Fuentes’ opinion noted how social change has expanded the public’s understanding far beyond what it was when Portee was decided in 1980. “Thirty-eight years ago,” he wrote, “gay, lesbian, and transgender people were socially shunned and legally unprotected against invidious discrimination in employment, housing, and places of public accommodation under our State’s Law Against Discrimination.  The notion of same-sex couples and their children constituting a ‘familial relationship’ worthy of legal recognition was considered by a significant number of our fellow citizens as socially and morally repugnant and legally absurd.  The overwhelming majority of our fellow citizens now unequivocally reject this shameful, morally untenable bigotry; our laws, both legislatively and through judicial decisions, now recognize and protect the rights of LGBTQ people to equal dignity and treatment under law.”

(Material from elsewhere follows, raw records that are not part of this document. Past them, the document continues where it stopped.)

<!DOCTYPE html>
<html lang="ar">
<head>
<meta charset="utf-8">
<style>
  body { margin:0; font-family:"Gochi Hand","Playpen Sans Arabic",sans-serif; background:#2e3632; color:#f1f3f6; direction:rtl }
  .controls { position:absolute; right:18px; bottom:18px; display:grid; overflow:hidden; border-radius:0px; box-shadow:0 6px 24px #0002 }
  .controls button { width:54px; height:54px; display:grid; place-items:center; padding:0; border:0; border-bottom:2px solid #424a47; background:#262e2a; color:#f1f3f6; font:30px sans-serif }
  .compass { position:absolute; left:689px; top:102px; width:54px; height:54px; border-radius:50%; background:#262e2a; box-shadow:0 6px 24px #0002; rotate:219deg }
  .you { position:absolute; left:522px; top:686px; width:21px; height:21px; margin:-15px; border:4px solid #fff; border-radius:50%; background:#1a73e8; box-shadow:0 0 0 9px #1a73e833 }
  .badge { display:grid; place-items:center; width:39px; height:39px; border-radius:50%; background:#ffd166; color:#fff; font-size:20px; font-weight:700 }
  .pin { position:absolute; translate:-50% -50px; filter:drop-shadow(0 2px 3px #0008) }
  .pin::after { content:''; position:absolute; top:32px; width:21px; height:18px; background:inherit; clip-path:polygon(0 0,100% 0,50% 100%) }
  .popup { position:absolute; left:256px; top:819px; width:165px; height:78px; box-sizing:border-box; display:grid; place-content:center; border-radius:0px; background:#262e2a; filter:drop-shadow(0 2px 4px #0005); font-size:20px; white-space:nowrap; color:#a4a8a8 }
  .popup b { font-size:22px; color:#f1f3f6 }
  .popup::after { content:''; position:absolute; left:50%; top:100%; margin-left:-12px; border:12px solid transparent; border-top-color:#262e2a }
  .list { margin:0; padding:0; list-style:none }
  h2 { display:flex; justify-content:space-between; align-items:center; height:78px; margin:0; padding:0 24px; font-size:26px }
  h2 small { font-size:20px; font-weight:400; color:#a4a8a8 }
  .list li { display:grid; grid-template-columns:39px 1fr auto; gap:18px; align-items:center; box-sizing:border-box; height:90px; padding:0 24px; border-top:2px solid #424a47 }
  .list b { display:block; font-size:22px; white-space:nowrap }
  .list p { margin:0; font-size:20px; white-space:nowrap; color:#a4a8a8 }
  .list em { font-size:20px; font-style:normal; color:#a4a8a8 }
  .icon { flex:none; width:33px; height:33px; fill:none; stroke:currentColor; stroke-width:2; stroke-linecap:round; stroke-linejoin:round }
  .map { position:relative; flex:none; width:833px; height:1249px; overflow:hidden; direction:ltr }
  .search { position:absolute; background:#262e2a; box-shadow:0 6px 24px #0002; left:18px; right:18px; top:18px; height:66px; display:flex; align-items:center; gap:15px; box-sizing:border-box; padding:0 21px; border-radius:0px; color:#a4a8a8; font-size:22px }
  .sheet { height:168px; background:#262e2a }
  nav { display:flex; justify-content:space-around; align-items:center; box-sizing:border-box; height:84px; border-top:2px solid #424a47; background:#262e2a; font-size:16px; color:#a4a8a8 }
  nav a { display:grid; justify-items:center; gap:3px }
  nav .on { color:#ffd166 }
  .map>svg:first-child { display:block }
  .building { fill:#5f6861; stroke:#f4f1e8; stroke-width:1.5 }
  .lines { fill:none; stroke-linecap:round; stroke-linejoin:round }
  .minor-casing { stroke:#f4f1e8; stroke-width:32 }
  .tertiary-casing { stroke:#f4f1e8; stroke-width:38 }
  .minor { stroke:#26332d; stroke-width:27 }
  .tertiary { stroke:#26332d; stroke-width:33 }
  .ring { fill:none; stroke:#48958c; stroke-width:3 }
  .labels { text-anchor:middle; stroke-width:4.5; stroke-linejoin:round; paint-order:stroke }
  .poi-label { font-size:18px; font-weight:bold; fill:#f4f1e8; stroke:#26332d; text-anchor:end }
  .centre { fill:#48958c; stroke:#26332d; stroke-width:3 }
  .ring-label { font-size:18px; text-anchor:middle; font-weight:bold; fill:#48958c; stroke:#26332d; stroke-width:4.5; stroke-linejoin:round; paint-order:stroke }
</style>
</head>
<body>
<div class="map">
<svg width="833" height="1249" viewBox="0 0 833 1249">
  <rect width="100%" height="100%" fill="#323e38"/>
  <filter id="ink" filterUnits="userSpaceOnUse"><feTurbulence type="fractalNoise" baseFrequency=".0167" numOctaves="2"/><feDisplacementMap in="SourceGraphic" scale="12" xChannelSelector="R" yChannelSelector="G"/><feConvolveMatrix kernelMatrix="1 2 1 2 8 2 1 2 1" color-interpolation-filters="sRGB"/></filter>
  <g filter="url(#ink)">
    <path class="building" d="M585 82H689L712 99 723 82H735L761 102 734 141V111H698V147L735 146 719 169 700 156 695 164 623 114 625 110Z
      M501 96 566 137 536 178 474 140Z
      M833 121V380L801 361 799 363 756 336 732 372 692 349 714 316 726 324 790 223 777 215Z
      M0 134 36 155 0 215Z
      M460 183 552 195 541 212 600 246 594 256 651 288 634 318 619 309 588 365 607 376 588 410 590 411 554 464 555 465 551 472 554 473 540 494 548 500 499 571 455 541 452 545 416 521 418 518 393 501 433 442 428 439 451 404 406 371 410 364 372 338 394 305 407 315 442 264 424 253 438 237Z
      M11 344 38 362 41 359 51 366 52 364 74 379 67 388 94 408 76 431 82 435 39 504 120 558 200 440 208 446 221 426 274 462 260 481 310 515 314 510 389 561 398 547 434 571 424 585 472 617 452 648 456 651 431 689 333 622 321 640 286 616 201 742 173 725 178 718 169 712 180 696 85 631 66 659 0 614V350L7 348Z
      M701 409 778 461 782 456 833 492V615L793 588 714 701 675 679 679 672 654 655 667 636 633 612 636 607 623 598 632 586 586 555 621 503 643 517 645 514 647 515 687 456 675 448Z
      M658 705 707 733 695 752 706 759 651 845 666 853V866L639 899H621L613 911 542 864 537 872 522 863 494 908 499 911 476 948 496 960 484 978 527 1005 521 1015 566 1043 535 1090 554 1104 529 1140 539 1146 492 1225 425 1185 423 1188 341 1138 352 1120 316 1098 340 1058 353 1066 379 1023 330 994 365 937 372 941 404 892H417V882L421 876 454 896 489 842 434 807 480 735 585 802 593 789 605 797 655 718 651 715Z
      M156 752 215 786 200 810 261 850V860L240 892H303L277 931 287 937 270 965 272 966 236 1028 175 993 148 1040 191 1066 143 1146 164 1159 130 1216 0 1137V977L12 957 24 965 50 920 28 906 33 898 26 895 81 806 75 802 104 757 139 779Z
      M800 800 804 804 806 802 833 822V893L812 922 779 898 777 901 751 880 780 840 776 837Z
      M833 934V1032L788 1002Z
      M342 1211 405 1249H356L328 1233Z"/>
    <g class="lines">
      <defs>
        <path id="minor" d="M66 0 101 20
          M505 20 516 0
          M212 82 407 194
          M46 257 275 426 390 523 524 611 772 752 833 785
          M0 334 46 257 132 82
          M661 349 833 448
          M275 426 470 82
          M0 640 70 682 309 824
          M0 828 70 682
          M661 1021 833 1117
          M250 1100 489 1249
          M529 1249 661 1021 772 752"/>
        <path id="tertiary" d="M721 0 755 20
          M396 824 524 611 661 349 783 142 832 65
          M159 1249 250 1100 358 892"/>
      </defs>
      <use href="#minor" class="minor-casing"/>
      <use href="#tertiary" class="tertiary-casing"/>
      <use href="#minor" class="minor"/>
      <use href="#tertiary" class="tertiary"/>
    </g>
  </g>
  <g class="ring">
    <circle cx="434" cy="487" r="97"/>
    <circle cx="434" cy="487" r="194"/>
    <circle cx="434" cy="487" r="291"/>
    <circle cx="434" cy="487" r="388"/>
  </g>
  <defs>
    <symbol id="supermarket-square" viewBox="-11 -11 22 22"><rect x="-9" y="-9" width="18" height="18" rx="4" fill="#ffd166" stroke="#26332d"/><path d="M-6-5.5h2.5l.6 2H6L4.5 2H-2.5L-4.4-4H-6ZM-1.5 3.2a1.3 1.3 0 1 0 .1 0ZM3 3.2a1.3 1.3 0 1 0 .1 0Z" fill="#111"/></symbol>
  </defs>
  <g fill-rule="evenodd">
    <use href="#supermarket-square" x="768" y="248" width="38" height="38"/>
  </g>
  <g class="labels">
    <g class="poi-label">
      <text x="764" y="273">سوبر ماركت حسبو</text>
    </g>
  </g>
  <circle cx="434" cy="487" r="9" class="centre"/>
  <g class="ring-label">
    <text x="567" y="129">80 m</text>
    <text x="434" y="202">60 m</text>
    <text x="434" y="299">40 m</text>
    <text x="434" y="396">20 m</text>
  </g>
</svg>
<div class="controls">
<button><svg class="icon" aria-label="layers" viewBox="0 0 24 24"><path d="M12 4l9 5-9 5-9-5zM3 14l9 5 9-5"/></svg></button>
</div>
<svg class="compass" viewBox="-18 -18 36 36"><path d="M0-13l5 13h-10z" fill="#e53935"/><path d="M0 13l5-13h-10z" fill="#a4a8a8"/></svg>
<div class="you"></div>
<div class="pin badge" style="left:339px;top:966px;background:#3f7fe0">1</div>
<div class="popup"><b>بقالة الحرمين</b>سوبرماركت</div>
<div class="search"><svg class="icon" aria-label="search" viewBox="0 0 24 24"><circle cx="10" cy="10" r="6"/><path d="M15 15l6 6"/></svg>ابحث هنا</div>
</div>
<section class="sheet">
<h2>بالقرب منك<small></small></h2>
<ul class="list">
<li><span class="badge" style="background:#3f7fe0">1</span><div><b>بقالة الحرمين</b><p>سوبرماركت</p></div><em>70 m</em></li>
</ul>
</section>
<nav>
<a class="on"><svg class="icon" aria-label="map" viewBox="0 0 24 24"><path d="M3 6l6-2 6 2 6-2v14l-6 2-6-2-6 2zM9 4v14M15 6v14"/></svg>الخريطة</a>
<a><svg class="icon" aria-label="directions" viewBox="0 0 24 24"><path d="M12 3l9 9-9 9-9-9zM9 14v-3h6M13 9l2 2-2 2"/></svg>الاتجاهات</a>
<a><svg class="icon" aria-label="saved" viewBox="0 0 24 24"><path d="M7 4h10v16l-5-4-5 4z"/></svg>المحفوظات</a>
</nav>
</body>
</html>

The court emphasized that “what constitutes a ‘familial relationship’ is perforce a fact-sensitive analysis, driven by evolving social and moral forces,” so to rely on the understandings prevailing when Portee was decided was inappropriate, and the trial judge should have denied the defendants’ motion and given Benning an opportunity to provide more evidence about the nature of the relationship. The court suggested that Benning would have been “better served” had her counsel introduced evidence in opposition to the defendants’ motion “with certifications from individuals who knew and saw these two women interact with these children on a day-to-day basis,” as this could have “assisted the motion judge in his decision.”

Benning was represented on appeal by Robin Kay Lord, with Clifford D. Bidlingmaier III, of Kardos, Rickles, Hand & Bidlingmaier, assisting on the brief. The case attracted amicus participation in briefing and arguing the appeal from Garden State Equality, New Jersey’s state LGBT rights organization, represented by Jennifer L. Hamilton, and from the New Jersey State Bar Association, whose out gay former president Tom Prol also presented a brief and oral argument.